Jules Feiffer talks about his inability to become a mainstream hack in a 2009 interview with Bookslut.com:

"There was no way of doing what I was doing in the mainstream. The mainstream was not interested in anyone with my opinions and certainly anyone working in the form I did. No one was working in the form I was working in at that time except me. I made up that form to fit the direction I was moving in. "
"I didn’t know what I was doing. I knew what I had to do. I knew I needed an outlet for my political rage and I knew that in this time -- but it’s true of any time -- in this particular time of suppression, I had to be entertaining. I had to be funny. It couldn’t be a polemic. It couldn’t be, as one sees in alternative forms today, confessional moralizing.

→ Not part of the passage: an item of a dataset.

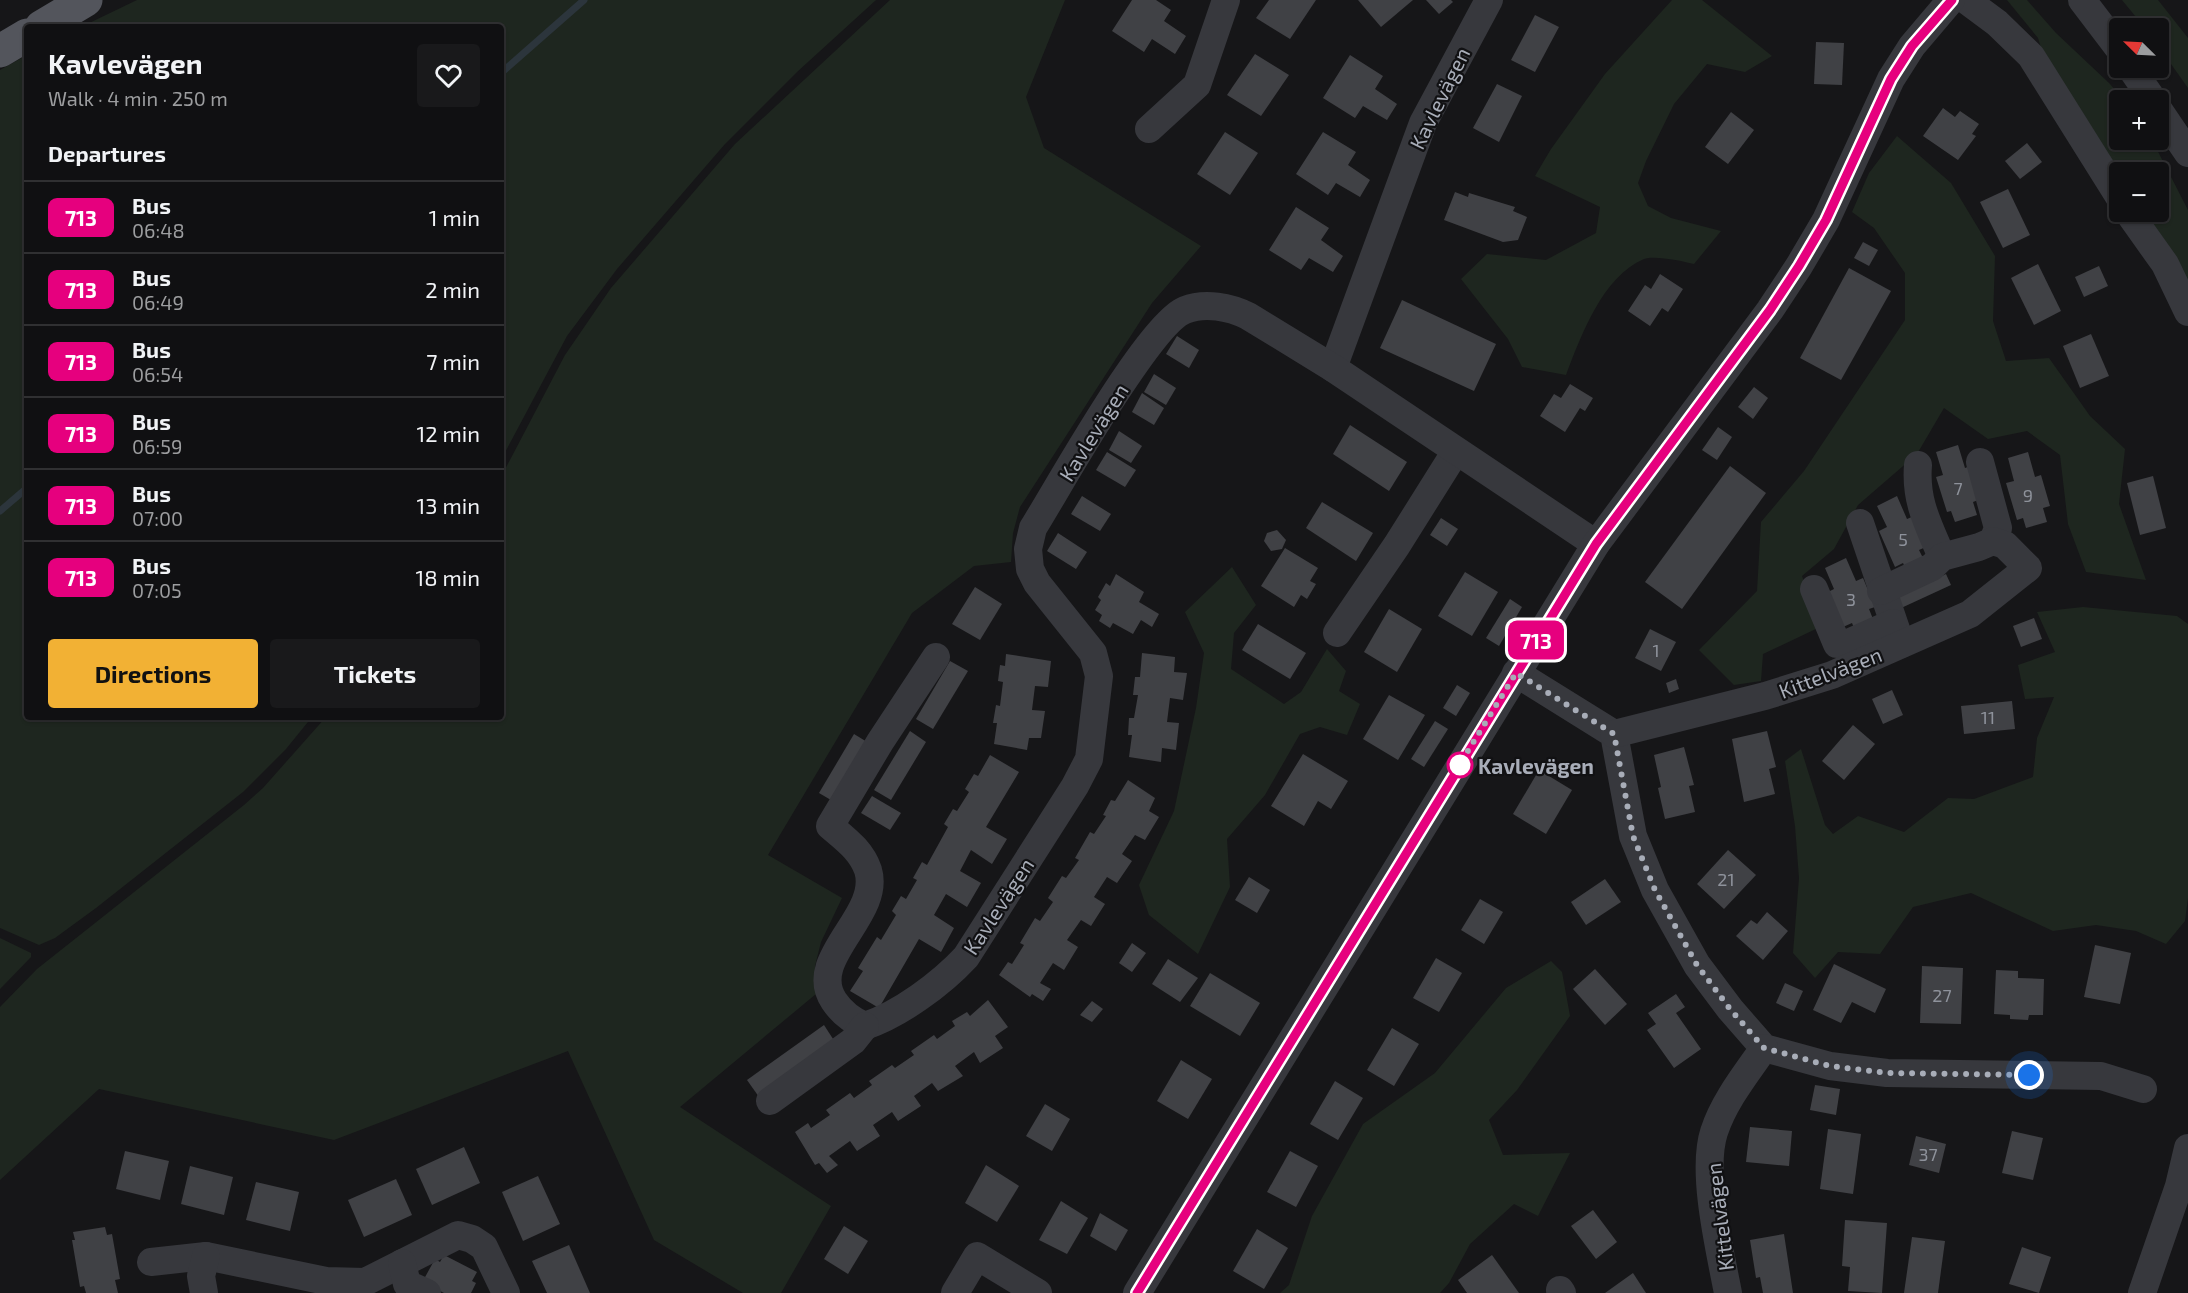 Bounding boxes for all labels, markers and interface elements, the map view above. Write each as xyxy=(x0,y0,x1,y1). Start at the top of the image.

It had to in a sense be disguised as something else in order to make the point I wanted to make and also fit the talents that I had begun to learn at Will Eisner’s."
"So at the start -- and “Munro” was the start -- I started fooling with a form which was essentially narrative and long, and such things generally weren’t published. And it told what were considered subversive stories at the time if someone really got the point. And so I knew I was entering foolishly in terms of making a living, or in terms of a potential career, this field with no outlets at all. There was no books publisher, there were no comics publishers. There were no newspapers. And I tried all over. By the time I was trying this I had tried the more conventional routes. I had tried very hard to be a hack. I had tried very hard to have a traditional career. No one was interested in me doing that. When I went for broke I wasn’t risking anything. Nobody wanted me. Nobody wanted me respectable. "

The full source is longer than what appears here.